- **TASK STATEMENT**
Only lines with the string "controls" should be returned from the data below.
══════════
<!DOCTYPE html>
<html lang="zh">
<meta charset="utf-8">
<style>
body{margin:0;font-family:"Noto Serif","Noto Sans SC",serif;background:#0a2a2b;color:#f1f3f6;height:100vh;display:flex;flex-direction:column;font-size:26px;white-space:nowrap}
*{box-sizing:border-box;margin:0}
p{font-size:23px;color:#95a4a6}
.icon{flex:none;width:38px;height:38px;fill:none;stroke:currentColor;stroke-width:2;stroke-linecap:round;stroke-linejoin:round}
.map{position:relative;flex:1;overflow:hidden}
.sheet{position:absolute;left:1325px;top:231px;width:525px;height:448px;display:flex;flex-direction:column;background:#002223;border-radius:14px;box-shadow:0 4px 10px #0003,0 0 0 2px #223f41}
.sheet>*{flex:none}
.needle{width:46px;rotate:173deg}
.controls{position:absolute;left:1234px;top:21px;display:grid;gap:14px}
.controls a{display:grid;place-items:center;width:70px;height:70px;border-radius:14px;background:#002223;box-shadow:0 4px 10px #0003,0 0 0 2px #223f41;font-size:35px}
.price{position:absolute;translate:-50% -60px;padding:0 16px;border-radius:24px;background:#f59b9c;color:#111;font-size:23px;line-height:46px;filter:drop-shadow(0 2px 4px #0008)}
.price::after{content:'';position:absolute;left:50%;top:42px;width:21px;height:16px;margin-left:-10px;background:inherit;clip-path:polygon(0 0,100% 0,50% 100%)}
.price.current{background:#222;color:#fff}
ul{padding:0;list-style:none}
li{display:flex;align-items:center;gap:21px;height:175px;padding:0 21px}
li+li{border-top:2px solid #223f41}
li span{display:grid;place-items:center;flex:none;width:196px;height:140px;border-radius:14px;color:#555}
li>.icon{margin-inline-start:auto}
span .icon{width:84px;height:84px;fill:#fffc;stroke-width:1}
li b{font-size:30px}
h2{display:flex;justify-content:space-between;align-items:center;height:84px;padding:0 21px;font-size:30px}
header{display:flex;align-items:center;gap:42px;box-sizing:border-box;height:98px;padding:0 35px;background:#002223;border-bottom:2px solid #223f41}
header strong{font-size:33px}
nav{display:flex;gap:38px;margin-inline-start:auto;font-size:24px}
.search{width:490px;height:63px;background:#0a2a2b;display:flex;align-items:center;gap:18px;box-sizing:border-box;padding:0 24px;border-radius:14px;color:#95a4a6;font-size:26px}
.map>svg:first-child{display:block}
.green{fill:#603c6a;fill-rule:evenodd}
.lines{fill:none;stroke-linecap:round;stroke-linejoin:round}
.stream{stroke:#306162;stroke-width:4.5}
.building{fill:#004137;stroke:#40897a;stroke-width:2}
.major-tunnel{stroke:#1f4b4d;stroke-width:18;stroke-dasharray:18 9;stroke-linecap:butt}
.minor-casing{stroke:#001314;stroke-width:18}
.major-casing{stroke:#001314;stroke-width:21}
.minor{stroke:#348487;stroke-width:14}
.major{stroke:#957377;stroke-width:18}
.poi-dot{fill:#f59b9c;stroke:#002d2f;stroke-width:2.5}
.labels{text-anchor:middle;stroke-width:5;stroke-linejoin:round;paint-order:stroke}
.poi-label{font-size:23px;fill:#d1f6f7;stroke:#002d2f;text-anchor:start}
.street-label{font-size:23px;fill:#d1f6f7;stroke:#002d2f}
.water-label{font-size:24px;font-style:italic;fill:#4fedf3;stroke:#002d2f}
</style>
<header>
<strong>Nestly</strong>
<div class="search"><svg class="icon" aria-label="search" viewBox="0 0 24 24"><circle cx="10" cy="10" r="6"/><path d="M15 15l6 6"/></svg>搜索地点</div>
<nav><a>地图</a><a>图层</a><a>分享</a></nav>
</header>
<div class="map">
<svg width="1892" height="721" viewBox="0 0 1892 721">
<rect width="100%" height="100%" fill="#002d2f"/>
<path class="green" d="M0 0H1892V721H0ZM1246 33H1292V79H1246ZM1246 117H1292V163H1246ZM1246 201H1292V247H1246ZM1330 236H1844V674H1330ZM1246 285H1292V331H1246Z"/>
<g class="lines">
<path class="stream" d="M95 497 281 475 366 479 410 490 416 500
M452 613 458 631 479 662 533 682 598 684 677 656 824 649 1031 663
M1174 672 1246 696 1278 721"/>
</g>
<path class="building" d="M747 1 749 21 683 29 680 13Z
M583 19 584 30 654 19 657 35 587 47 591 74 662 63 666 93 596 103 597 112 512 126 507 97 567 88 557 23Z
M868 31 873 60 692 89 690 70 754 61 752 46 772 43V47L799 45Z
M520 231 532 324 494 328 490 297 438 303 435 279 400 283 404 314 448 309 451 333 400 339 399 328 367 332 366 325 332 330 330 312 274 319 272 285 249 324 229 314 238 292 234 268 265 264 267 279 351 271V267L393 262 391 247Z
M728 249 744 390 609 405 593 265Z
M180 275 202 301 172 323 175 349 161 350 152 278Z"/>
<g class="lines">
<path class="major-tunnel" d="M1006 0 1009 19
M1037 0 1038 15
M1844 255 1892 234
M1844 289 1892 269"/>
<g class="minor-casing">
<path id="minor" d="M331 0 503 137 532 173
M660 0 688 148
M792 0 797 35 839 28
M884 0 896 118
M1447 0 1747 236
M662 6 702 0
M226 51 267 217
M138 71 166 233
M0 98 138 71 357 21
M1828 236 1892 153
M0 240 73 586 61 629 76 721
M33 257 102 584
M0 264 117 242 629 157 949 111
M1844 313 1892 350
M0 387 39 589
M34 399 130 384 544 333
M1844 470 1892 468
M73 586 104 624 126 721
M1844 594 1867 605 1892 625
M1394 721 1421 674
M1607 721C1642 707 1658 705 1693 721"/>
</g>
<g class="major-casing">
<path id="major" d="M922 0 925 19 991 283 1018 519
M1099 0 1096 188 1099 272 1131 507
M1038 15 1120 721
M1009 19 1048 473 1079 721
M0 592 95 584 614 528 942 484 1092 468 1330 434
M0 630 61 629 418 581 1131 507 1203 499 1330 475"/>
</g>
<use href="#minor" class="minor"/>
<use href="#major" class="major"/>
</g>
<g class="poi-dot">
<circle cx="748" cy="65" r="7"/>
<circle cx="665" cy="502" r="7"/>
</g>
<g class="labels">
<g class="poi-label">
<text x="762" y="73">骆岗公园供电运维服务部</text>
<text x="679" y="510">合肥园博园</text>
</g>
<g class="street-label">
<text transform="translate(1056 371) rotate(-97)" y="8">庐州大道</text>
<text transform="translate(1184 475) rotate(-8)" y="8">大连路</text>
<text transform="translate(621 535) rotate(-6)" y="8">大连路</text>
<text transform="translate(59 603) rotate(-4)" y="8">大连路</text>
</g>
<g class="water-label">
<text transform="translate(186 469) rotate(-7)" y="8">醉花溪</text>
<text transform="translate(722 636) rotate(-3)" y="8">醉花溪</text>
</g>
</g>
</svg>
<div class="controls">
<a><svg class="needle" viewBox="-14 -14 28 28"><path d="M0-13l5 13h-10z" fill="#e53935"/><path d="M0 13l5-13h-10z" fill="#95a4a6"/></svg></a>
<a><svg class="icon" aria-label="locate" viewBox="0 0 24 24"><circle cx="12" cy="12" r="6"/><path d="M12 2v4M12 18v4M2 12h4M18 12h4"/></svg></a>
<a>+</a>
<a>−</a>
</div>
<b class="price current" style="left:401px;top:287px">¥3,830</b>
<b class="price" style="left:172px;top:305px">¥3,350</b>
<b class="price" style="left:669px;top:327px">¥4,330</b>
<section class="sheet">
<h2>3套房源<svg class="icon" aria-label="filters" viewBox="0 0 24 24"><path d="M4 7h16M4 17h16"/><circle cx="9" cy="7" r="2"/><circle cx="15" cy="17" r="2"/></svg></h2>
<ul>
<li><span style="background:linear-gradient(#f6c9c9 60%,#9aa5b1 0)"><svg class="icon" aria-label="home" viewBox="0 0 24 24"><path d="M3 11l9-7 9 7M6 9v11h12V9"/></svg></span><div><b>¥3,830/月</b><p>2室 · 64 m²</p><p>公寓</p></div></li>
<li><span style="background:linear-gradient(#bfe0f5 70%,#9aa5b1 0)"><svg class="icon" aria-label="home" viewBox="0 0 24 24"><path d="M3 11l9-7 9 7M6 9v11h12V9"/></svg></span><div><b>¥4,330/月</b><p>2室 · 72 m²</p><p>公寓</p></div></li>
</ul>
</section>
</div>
══════════
- **RESULT FOR THIS EXERCISE**
.controls{position:absolute;left:1234px;top:21px;display:grid;gap:14px}
.controls a{display:grid;place-items:center;width:70px;height:70px;border-radius:14px;background:#002223;box-shadow:0 4px 10px #0003,0 0 0 2px #223f41;font-size:35px}
<div class="controls">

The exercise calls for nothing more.